**Source data:**
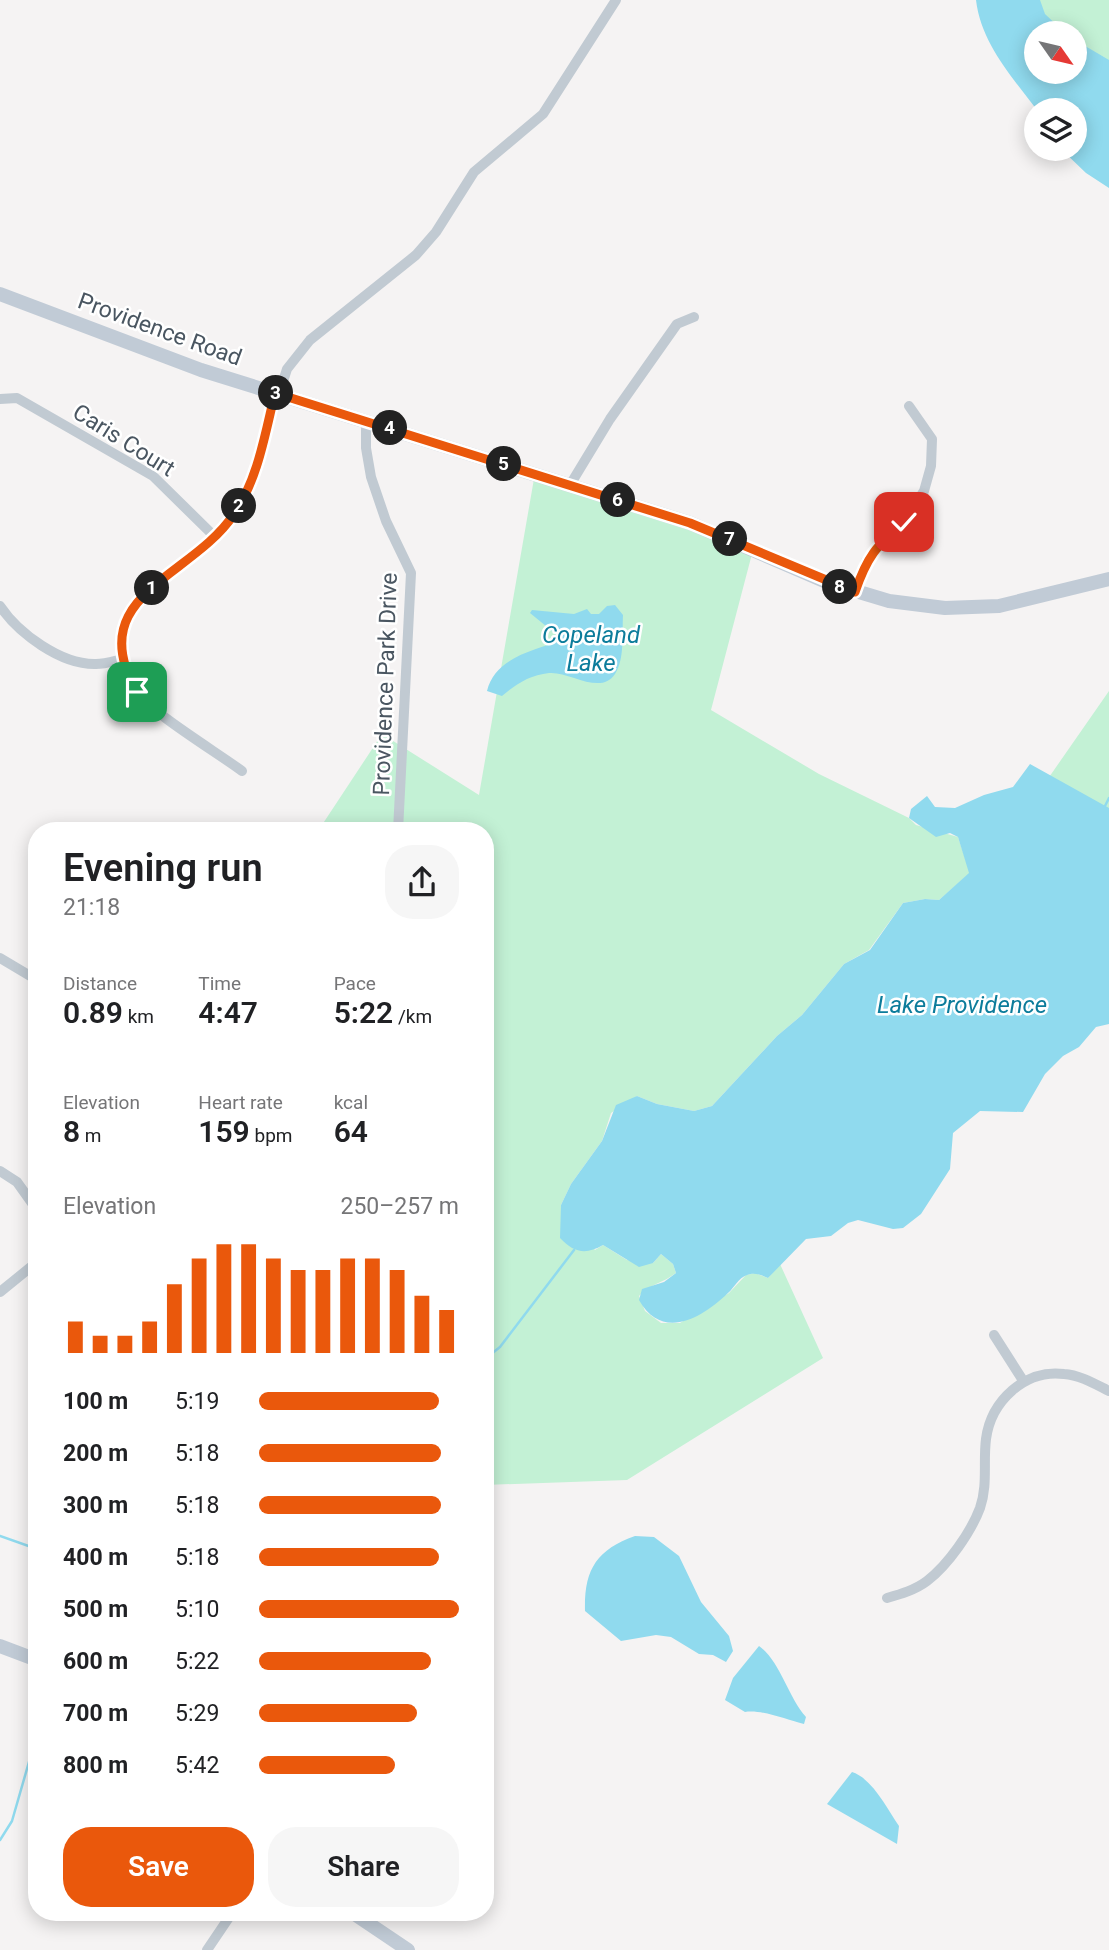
<!DOCTYPE html>
<meta charset="utf-8">
<style>
body{margin:0;font-family:Roboto,sans-serif;background:#f6f6f6;color:#202124;height:100vh;display:flex;flex-direction:column;font-size:26px;white-space:nowrap}
*{box-sizing:border-box;margin:0}
p{font-size:23px;color:#757577}
.icon{flex:none;width:38px;height:38px;fill:none;stroke:currentColor;stroke-width:2;stroke-linecap:round;stroke-linejoin:round}
.map{position:relative;flex:1;overflow:hidden}
.details{position:absolute;left:28px;top:822px;width:466px;height:1099px;display:flex;flex-direction:column;background:#fff;border-radius:28px;box-shadow:0 4px 18px #0003}
.details>*{flex:none}
.needle{width:46px;rotate:124deg}
.buttons{position:absolute;left:1024px;top:21px;display:grid;gap:14px}
.buttons a{display:grid;place-items:center;width:63px;height:63px;border-radius:50%;background:#fff;box-shadow:0 4px 18px #0003;font-size:35px}
.pin{position:absolute;display:grid;place-items:center;width:60px;height:60px;color:#fff;margin:-30px;border-radius:14px;box-shadow:0 4px 10px #0006}
.km{position:absolute;width:35px;height:35px;margin:-18px;border-radius:50%;background:#222;color:#fff;font-size:19px;line-height:35px;text-align:center}
.round{display:grid;place-items:center;flex:none;width:74px;height:74px;border-radius:28px;background:#f6f6f6}
.headline{display:flex;align-items:center;justify-content:space-between;height:119px;padding:0 35px}
h1{font-size:38px;font-weight:600;line-height:52px}
.metrics{display:grid;grid-template-columns:repeat(3,1fr);gap:10px;height:119px;padding:7px 35px}
.metrics div{display:grid;align-content:center}
.metrics b{font-size:30px;font-weight:600}
.metrics small{font-size:19px;font-weight:400}
.metrics p{font-size:19px}
.chart{height:196px;padding:14px 35px}
.chart p{display:flex;justify-content:space-between}
.chart svg{width:100%;height:126px;margin-top:7px;stroke:#ea580c;stroke-width:6}
.cta{display:flex;gap:14px;margin-top:auto;padding:14px 35px}
.cta a{flex:1;height:80px;border-radius:28px;background:#ea580c;color:#fff;font-size:28px;font-weight:600;line-height:80px;text-align:center}
.cta a+a{background:#f6f6f6;color:#202124}
ul{padding:0 35px;list-style:none;font-size:23px}
li{display:grid;grid-template-columns:112px 84px 1fr;align-items:center;height:52px}
li i{height:18px;border-radius:9px;background:#ea580c}
.map>svg:first-child{display:block}
</style>
<div class="map">
<svg width="1109" height="1950" viewBox="0 0 1109 1950">
<rect width="100%" height="100%" fill="#f5f3f3"/>
<path fill="#c3f1d5" d="M1021 0H1109V103L1075 70 1074 33H1036Z
M535 473 753 550 711 710 819 774 909 818 916 825 958 837 970 873 939 900 925 899 903 903 869 950 844 964 802 1015 777 1036 712 1106 694 1111 657 1104 637 1096 611 1113 602 1141 571 1184 561 1205 595 1250 603 1245 627 1260 653 1263 661 1254 673 1264 676 1273C663 1283 650 1284 639 1296L645 1311 661 1323H680L729 1293 746 1275 755 1273 768 1278 780 1264 823 1358 627 1480 485 1485V831H318L382 734 479 795Z
M1109 691V809L1045 783Z"/>
<path fill="#90daee" d="M976 0H1040L1045 14 1065 33H1036V72H1074L1075 40 1109 60V188L1086 173 1061 149H1074V110H1037C1012 77 981 43 976 0Z
M615 605 623 615C622 632 625 659 615 674 601 696 569 671 549 673 530 675 516 684 502 696L487 691C495 657 535 650 563 640L530 613 532 610 574 614 587 609 591 614H599L607 606Z
M1030 764 1109 808V1024L1096 1027 1079 1047 1063 1056 1045 1074 1023 1112 980 1111 953 1133 950 1169 921 1214 903 1228 893 1229 858 1220 848 1223 831 1236 806 1239 768 1278C761 1275 755 1272 747 1275 738 1278 735 1287 728 1293 701 1319 662 1341 639 1300L642 1289 664 1282 676 1273 673 1264 661 1254 653 1263 639 1267 603 1245C586 1255 574 1253 560 1238L561 1205 571 1184 602 1141 616 1105 637 1096 657 1104 694 1111 712 1106 777 1036 802 1015 844 964 870 950 903 903 925 899 939 900 969 873 958 837 950 833 936 837 909 818 911 809 927 796 935 807 955 808 984 795 1013 787Z
M635 1536 654 1537 679 1556 701 1602 729 1636 733 1651 726 1662 713 1655 699 1654 671 1637 656 1635 621 1641 585 1611C584 1570 596 1550 635 1536Z
M759 1646C780 1661 788 1697 806 1717L804 1724C787 1720 761 1709 745 1712L725 1700 733 1678Z
M852 1772C872 1778 888 1810 899 1826L897 1844 827 1804Z"/>
<g fill="none" stroke-linecap="round" stroke-linejoin="round">
<path stroke="#90daee" stroke-width="2.5" d="M1105 806 1109 798
M485 1359 500 1347 574 1250
M0 1536 37 1549
M0 1840 12 1821 37 1734"/>
<path stroke="#c1cad2" stroke-width="10" d="M279 394 287 369 310 340 416 255 436 232 474 172 543 114 616 0
M0 399 17 398 153 476 214 536
M366 421V448L371 477 386 521 411 573 398 831
M570 485 610 419 677 324 694 317
M855 592 866 561 883 539 904 522 924 491 931 466 932 439 909 406
M0 606C18 633 61 665 96 664 105 664 114 661 123 659
M242 771C218 753 150 712 136 691 116 663 115 623 140 598 168 569 205 550 231 518 259 485 265 433 275 393
M0 958 37 980
M0 1171 17 1182 37 1210
M0 1292 37 1262
M994 1335 1024 1382
M887 1598C901 1594 915 1590 927 1581 948 1565 971 1532 980 1508 988 1485 983 1462 986 1439 991 1401 1025 1369 1064 1374 1080 1375 1095 1384 1109 1391
M207 1950 232 1913"/>
<path stroke="#c1cbd6" stroke-width="14" d="M0 294 201 370 690 523 829 583 889 601 945 608 999 606 1109 579
M0 1646 37 1660
M353 1913 408 1950"/>
</g>
<g fill="none" stroke-linecap="round" stroke-linejoin="round">
<g stroke="#fff" stroke-width="14">
<path id="route" d="M137 692C81 595 192 578 234 514 258 479 265 434 275 393L690 523 855 592C867 557 876 546 904 522"/>
</g>
<use href="#route" stroke="#ea580c" stroke-width="9"/>
</g>
<g text-anchor="middle" stroke-width="5" stroke-linejoin="round" paint-order="stroke">
<g font-size="23" fill="#4a5661" stroke="#fff">
<text transform="translate(160 329) rotate(20)" y="8">Providence Road</text>
<text transform="translate(124 440) rotate(32)" y="8">Caris Court</text>
<text transform="translate(385 684) rotate(-88)" y="8">Providence Park Drive</text>
</g>
<g font-size="24" font-style="italic" fill="#0c7c9b" stroke="#fff">
<text x="591" y="643">Copeland<tspan x="591" dy="28">Lake</tspan></text>
<text x="962" y="1013">Lake Providence</text>
</g>
</g>
</svg>
<div class="buttons">
<a><svg class="needle" viewBox="-14 -14 28 28"><path d="M0-13l5 13h-10z" fill="#e53935"/><path d="M0 13l5-13h-10z" fill="#757577"/></svg></a>
<a><svg class="icon" aria-label="layers" viewBox="0 0 24 24"><path d="M12 4l9 5-9 5-9-5zM3 14l9 5 9-5"/></svg></a>
</div>
<div class="pin" style="left:137px;top:692px;background:#1e9e55"><svg class="icon" aria-label="arrive" viewBox="0 0 24 24"><path d="M6 21V4h12l-3 4 3 4H6"/></svg></div>
<div class="pin" style="left:904px;top:522px;background:#d93025"><svg class="icon" aria-label="check" viewBox="0 0 24 24"><path d="M5 12l5 5 9-10"/></svg></div>
<b class="km" style="left:152px;top:588px">1</b>
<b class="km" style="left:239px;top:506px">2</b>
<b class="km" style="left:276px;top:393px">3</b>
<b class="km" style="left:390px;top:428px">4</b>
<b class="km" style="left:504px;top:464px">5</b>
<b class="km" style="left:618px;top:500px">6</b>
<b class="km" style="left:730px;top:539px">7</b>
<b class="km" style="left:840px;top:587px">8</b>
<section class="details">
<div class="headline"><div><h1>Evening run</h1><p>21:18</p></div><a class="round"><svg class="icon" aria-label="share" viewBox="0 0 24 24"><path d="M12 15V3M7 8l5-5 5 5M5 13v7h14v-7"/></svg></a></div>
<div class="metrics">
<div><p>Distance</p><b>0.89<small> km</small></b></div>
<div><p>Time</p><b>4:47</b></div>
<div><p>Pace</p><b>5:22<small> /km</small></b></div>
</div>
<div class="metrics">
<div><p>Elevation</p><b>8<small> m</small></b></div>
<div><p>Heart rate</p><b>159<small> bpm</small></b></div>
<div><p>kcal</p><b>64</b></div>
</div>
<div class="chart"><p><span>Elevation</span>250–257 m</p>
<svg viewBox="0 0 160 44" preserveAspectRatio="none"><path d="M5 44V33M15 44V38M25 44V38M35 44V33M45 44V20M55 44V11M65 44V6M75 44V6M85 44V11M95 44V15M105 44V15M115 44V11M125 44V11M135 44V15M145 44V24M155 44V29"/></svg>
</div>
<ul>
<li><b>100 m</b>5:19<i style="width:90%"></i></li>
<li><b>200 m</b>5:18<i style="width:91%"></i></li>
<li><b>300 m</b>5:18<i style="width:91%"></i></li>
<li><b>400 m</b>5:18<i style="width:90%"></i></li>
<li><b>500 m</b>5:10<i style="width:100%"></i></li>
<li><b>600 m</b>5:22<i style="width:86%"></i></li>
<li><b>700 m</b>5:29<i style="width:79%"></i></li>
<li><b>800 m</b>5:42<i style="width:68%"></i></li>
</ul>
<div class="cta"><a>Save</a><a>Share</a></div>
</section>
</div>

**WORK REQUIRED:**
Find the lines in the data that include "headline", then copy each of them.

**ANSWER:**
.headline{display:flex;align-items:center;justify-content:space-between;height:119px;padding:0 35px}
<div class="headline"><div><h1>Evening run</h1><p>21:18</p></div><a class="round"><svg class="icon" aria-label="share" viewBox="0 0 24 24"><path d="M12 15V3M7 8l5-5 5 5M5 13v7h14v-7"/></svg></a></div>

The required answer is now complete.